Please go line by line through the material and copy each one containing the word "lines".

────

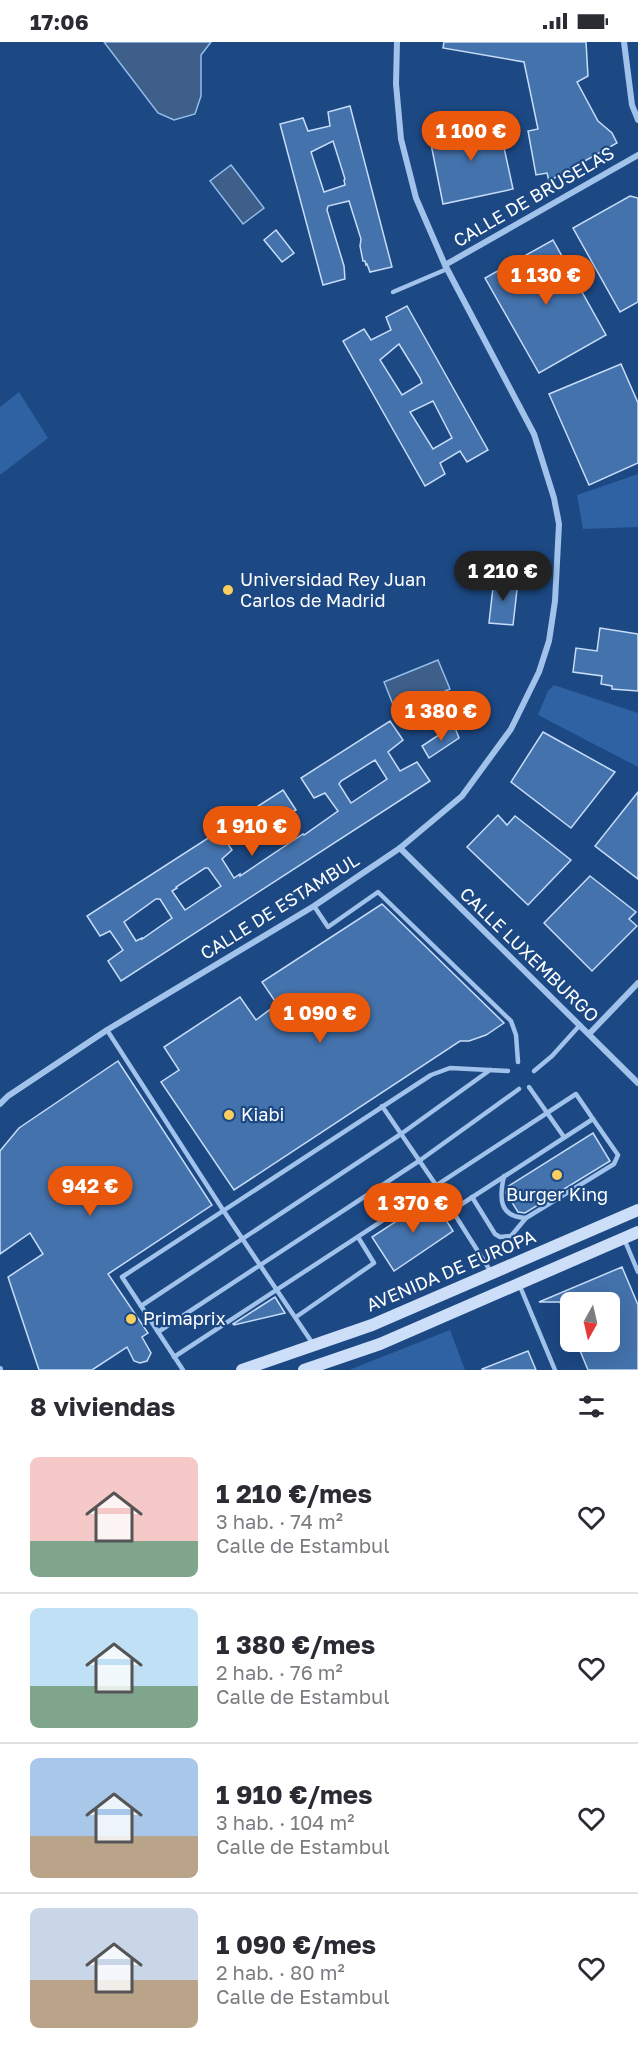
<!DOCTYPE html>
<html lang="es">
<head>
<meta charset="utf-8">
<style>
  body { margin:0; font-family:"Golos Text",sans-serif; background:#f7f7f7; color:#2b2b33; height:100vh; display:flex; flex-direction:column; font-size:22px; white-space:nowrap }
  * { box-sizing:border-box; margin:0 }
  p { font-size:20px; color:#7c7c81 }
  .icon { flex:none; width:33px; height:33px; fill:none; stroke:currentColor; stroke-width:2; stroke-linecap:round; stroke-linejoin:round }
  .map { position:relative; height:1328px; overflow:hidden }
  .side { display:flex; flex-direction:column; background:#fff; flex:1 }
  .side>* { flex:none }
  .needle { width:39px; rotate:188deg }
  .fabs { position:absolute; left:560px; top:1250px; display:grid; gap:12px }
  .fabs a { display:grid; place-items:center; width:60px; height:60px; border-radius:9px; background:#fff; box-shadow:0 6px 24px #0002; font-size:30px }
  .price { position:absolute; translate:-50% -51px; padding:0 14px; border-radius:21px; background:#ea580c; color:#fff; font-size:20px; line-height:39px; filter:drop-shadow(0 2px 3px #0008) }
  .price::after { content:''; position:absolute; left:50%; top:36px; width:18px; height:14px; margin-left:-9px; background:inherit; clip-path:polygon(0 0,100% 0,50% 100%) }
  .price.selected { background:#222; color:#fff }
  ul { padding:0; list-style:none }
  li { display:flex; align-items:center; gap:18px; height:150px; padding:0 30px }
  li+li { border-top:2px solid #e1e1e2 }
  li span { display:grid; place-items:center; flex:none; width:168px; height:120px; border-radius:9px; color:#555 }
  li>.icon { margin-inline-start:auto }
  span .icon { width:72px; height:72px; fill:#fffc; stroke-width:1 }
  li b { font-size:26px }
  h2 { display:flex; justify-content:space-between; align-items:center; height:72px; padding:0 30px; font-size:26px }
  .status { display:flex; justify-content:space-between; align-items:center; height:42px; padding:0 30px; background:#fff; direction:ltr }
  .status svg { height:16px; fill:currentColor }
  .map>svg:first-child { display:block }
  .green { fill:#2f62a2 }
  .water { fill:#3d5f8a; stroke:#94bdec; stroke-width:1.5 }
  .building { fill:#4472ac; stroke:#c6dcf8; stroke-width:1.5; fill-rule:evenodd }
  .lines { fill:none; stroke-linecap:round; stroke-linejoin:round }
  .lane { stroke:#a1c2ea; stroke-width:4.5 }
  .street { stroke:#a1c2ea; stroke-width:6 }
  .secondary { stroke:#cddff8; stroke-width:12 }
  .poi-dot { fill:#fbce5e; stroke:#1c4883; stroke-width:2 }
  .labels { text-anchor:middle; stroke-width:4.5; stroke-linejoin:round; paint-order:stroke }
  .street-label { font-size:18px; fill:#fff; stroke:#1c4883 }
  .poi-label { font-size:18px; fill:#fff; stroke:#1c4883; text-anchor:start }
</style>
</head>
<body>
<div class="status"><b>17:06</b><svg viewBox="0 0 49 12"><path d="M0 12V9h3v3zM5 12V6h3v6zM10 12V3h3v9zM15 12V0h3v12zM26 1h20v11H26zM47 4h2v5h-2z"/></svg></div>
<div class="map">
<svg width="638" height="1328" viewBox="0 0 638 1328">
  <rect width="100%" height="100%" fill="#1c4883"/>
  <g class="green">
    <path d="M19,350L48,396L0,433V365Z"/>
    <path d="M638,432V485L583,487L577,453Z"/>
    <path d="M554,643L638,671V725L538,673L548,649Z"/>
    <path d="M450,1288L465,1328H349Z"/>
  </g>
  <g class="water">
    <path d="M104,0H211L201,13V54L195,72L174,78L158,71Z"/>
    <path d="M231,123L264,166L243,182L210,139Z"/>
    <path d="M438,618L450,647L396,670L384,640Z"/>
    <circle cx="456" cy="663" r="9"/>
  </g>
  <g class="building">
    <path d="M444,0H586L588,34L577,40L598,79L612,91L617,101L549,139L547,131L536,133L528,89L538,87L524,20L443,6Z"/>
    <path d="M350,64L392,225L370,230L367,222L366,223L365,219H363L360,204L361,197L349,159L328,164L327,168L344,224L345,237L323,243L280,82L303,76L308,89L330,84L328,70ZM333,99L345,137L344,138L345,143L324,150L311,110Z"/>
    <path d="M498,78L513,147L443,162L429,92Z"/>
    <path d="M630,154L638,156V260L620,270L573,186Z"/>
    <path d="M276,188L294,211L282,220L264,198Z"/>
    <path d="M553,198L606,293L539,331L485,236Z"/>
    <path d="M407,264L488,408L467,420L460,409L440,421L445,432L425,444L343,299L364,287L371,298L391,288L386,275ZM399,302L420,336L422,341L402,353L380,318ZM433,359L452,396L433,407L410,370Z"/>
    <path d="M621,322L638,361V421L589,443L549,352Z"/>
    <path d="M494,536L518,539L513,583L489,581Z"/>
    <path d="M600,586L638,592V649L612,647V644L601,642L602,634L573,630L576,606L597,609Z"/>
    <path d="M390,679L403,698L388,710L400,729L417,720L430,739L121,939L108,919L123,908L110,889L100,894L87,874L219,789L232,808L222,817L234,836L240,832V834L303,792L304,793L338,769L325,751L314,756L301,736ZM375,718L387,737L351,761L339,742L341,739ZM205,826H208L221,844L185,868L172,849L177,846L176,845ZM156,857H160L172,876L142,897V896L136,899L124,880Z"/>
    <path d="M454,683L459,696L429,716L422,704Z"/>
    <path d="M543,690L615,730L571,786L511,740Z"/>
    <path d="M283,748L296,768L288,772L287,777L262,790L249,770Z"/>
    <path d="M638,750V837L595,804Z"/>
    <path d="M498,773L507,783L515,774L571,818L528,863L467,805Z"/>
    <path d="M590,834L636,870L629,877L637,884L592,929L544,881Z"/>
    <path d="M382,862L504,981L486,993L469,999H460L234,1148L161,1040L179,1028L164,1005L240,955L256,978L277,962L262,940Z"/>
    <path d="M118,1019L212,1163L108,1232L148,1291L142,1295L151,1311L147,1319L140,1321L134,1319L127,1305L92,1328H39L8,1235L43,1212L30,1191L0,1212V1109L19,1086Z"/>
    <path d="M593,1091L610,1119L525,1171L518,1170L506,1151L507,1145Z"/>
    <path d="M432,1156L453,1189L394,1229L372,1195Z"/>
    <path d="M622,1225L638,1263V1328H588L576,1299H609V1260H570V1284L560,1260H539Z"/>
    <path d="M275,1255L285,1271L234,1283L233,1282Z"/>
    <path d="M528,1309L536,1328H482V1327Z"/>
  </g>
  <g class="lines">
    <g class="lane">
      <path d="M393,250L447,227"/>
      <path d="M314,864L328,885L378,850L511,979L516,993L518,1020"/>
      <path d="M107,988L223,1168L313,1302"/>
      <path d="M534,1029L552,1014L580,983"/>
      <path d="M529,1045L564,1095"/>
      <path d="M382,1064L436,1143L491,1230"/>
      <path d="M504,1134C499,1156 499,1175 526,1176L614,1122L618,1113L593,1077"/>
      <path d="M472,1155L495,1192L500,1195L511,1194L526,1176"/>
      <path d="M625,1199L638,1230"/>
      <path d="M519,1242L555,1328"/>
      <path d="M141,1264L401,1092L490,1028"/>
      <path d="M296,1275L374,1221L358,1195"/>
      <path d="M158,1290L419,1119L519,1047"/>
      <path d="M174,1315L576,1052L593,1077L451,1169"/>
      <path d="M183,1328L122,1235L431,1033L450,1026L508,1029"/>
    </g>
    <g class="street">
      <path d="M624,0L632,63L638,78"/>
      <path d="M445,223L638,113"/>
      <path d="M400,806L638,1041"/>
      <path d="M589,992L638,941"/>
      <path d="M0,1062L8,1054L107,988L314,864L400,806L462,754L511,687L539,630L549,599L555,559L559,482L554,456L534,392L445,223L416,156L401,97L396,42L397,0"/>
      <path d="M0,1327V1328"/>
    </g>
    <g class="secondary">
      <path d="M242,1328L372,1283L638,1168"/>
      <path d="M304,1328L380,1302L638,1190"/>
    </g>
  </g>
  <g class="poi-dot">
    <circle cx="228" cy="548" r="6"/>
    <circle cx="229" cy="1073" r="6"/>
    <circle cx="557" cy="1133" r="6"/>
    <circle cx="131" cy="1277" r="6"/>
  </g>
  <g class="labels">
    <g class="street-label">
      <text transform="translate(534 155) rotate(-30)" y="6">CALLE DE BRUSELAS</text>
      <text transform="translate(280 865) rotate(-32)" y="6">CALLE DE ESTAMBUL</text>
      <text transform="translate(529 913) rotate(44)" y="6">CALLE LUXEMBURGO</text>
      <text transform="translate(451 1229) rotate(-23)" y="6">AVENIDA DE EUROPA</text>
    </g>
    <g class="poi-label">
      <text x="240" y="544">Universidad Rey Juan<tspan x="240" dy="21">Carlos de Madrid</tspan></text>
      <text x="241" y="1079">Kiabi</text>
      <text x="557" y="1159" text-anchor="middle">Burger King</text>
      <text x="143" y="1283">Primaprix</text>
    </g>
  </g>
</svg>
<div class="fabs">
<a><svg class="needle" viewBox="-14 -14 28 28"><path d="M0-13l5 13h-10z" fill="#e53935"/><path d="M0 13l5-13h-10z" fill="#7c7c81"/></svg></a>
</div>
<b class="price" style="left:471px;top:120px">1 100 €</b>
<b class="price" style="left:546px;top:264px">1 130 €</b>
<b class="price selected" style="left:503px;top:560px">1 210 €</b>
<b class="price" style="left:441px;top:700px">1 380 €</b>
<b class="price" style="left:252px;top:815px">1 910 €</b>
<b class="price" style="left:320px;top:1002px">1 090 €</b>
<b class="price" style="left:90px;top:1175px">942 €</b>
<b class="price" style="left:413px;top:1192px">1 370 €</b>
</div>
<section class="side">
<h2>8 viviendas<svg class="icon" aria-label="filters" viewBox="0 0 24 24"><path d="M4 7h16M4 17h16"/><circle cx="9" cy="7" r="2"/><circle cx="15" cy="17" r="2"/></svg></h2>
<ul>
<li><span style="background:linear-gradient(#f6c9c9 70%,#7fa58c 0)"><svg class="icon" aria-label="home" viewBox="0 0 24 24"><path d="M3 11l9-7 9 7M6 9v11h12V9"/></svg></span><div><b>1 210 €/mes</b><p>3 hab. · 74 m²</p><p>Calle de Estambul</p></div><svg class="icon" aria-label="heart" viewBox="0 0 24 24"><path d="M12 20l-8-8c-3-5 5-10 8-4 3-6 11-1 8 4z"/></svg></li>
<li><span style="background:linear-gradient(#bfe0f5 65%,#7fa58c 0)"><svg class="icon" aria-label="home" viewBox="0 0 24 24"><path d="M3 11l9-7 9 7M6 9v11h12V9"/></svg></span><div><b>1 380 €/mes</b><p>2 hab. · 76 m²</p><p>Calle de Estambul</p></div><svg class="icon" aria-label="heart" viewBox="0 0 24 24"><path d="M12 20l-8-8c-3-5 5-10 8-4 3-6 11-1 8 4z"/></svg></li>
<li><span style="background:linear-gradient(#a9c7e8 65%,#b9a48a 0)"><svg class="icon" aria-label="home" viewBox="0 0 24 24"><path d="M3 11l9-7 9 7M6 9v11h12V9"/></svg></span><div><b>1 910 €/mes</b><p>3 hab. · 104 m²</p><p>Calle de Estambul</p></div><svg class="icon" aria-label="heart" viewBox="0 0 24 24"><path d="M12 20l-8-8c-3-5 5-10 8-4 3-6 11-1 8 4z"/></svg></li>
<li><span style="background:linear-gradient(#c9d6e8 60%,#b9a48a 0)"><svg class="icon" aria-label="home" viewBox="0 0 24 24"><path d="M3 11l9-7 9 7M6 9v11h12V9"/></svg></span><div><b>1 090 €/mes</b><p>2 hab. · 80 m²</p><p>Calle de Estambul</p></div><svg class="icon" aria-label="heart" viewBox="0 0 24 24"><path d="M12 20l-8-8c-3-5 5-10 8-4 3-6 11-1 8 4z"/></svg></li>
</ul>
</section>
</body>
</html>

────

# [Answer for this exercise]
  .lines { fill:none; stroke-linecap:round; stroke-linejoin:round }
  <g class="lines">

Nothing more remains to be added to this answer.